Content starts

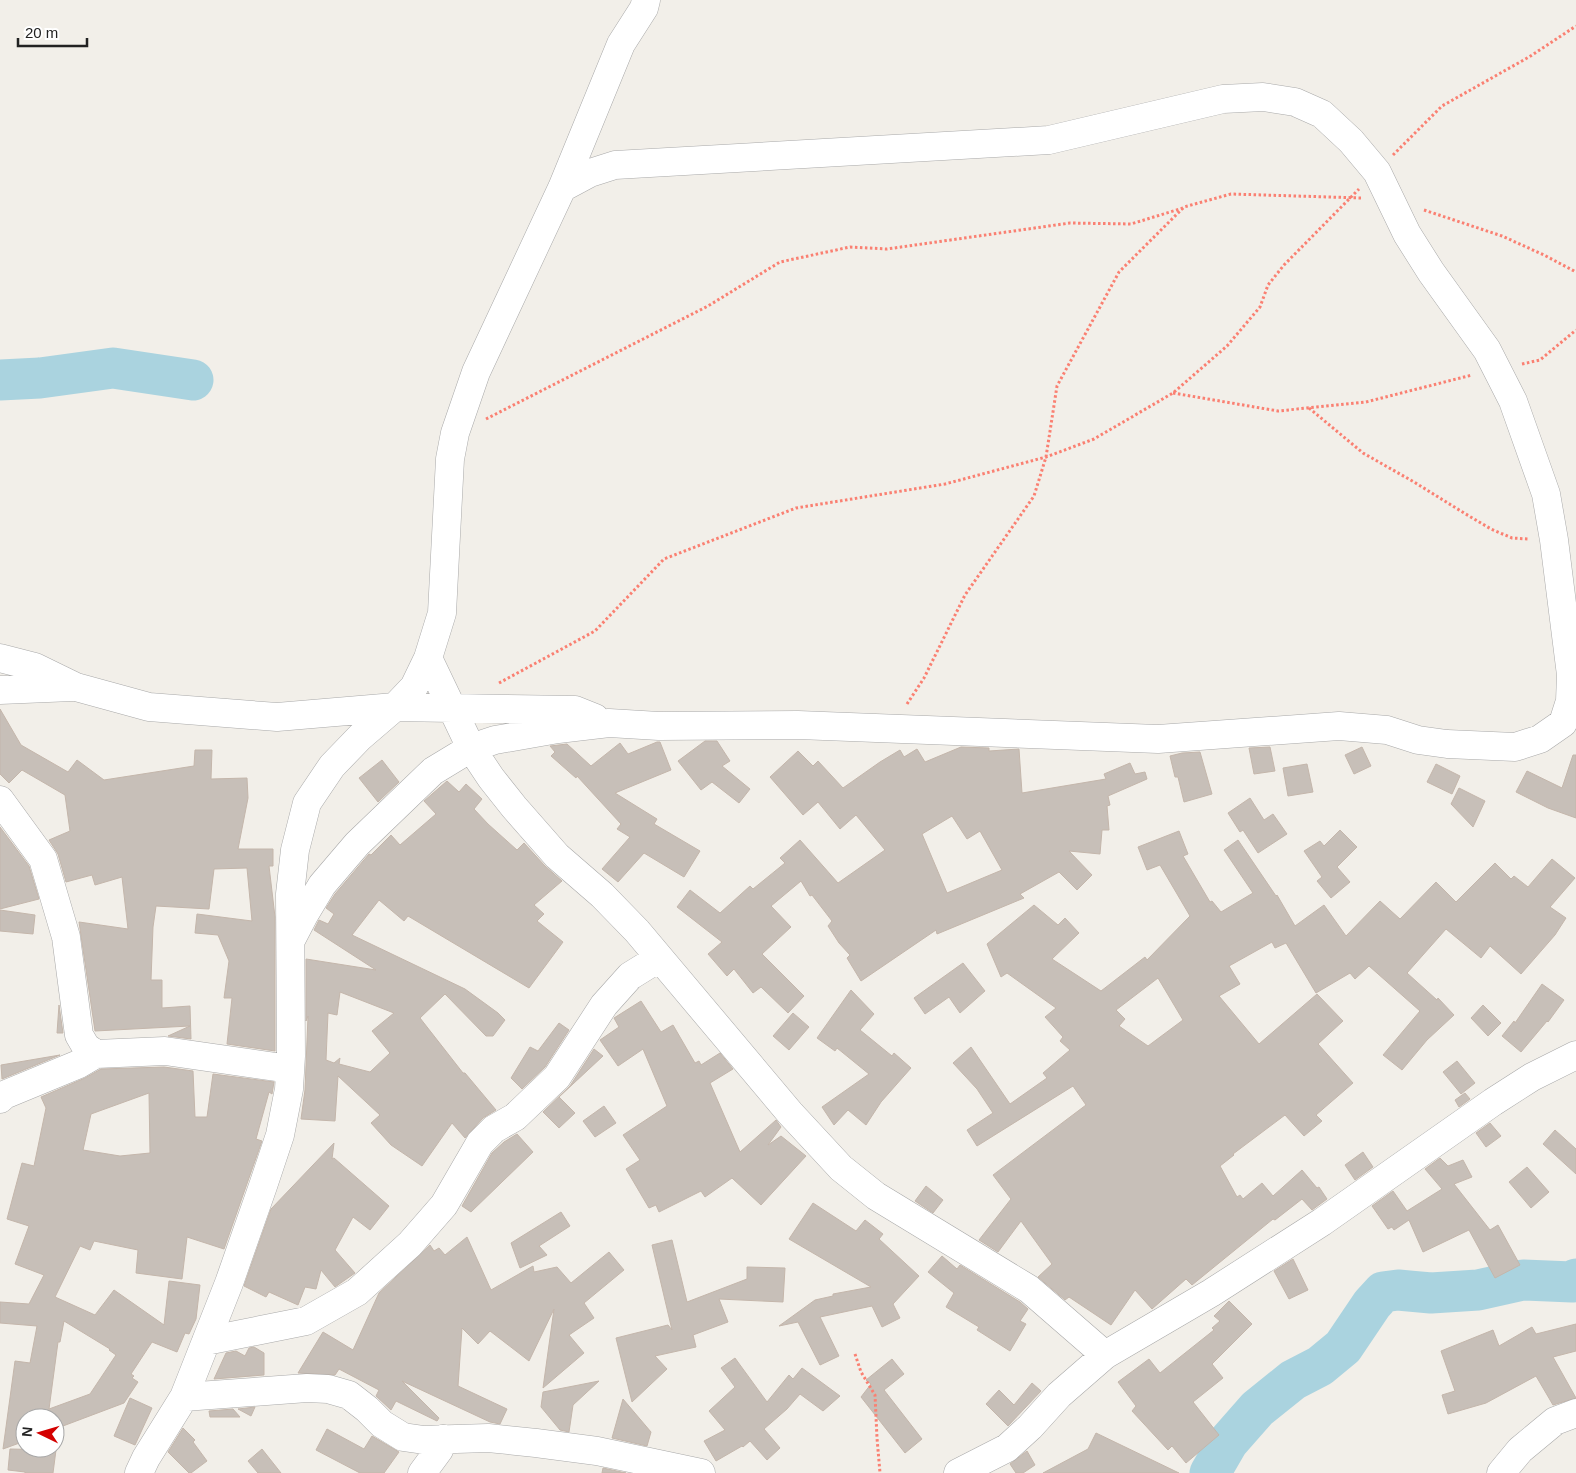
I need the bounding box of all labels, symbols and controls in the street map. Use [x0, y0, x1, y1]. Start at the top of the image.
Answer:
scale bar [18, 15, 86, 47]
text: 20 m [25, 24, 58, 41]
north arrow [15, 1408, 65, 1458]
text: N [19, 1426, 35, 1438]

Content ends

## Your goal
For every entry above, please output the text exactly and leave any picture behind.

## Your solution
I need the bounding box of all labels, symbols and controls in the street map. Use [x0, y0, x1, y1]. Start at the top of the image.
Answer:
scale bar [18, 15, 86, 47]
text: 20 m [25, 24, 58, 41]
north arrow [15, 1408, 65, 1458]
text: N [19, 1426, 35, 1438]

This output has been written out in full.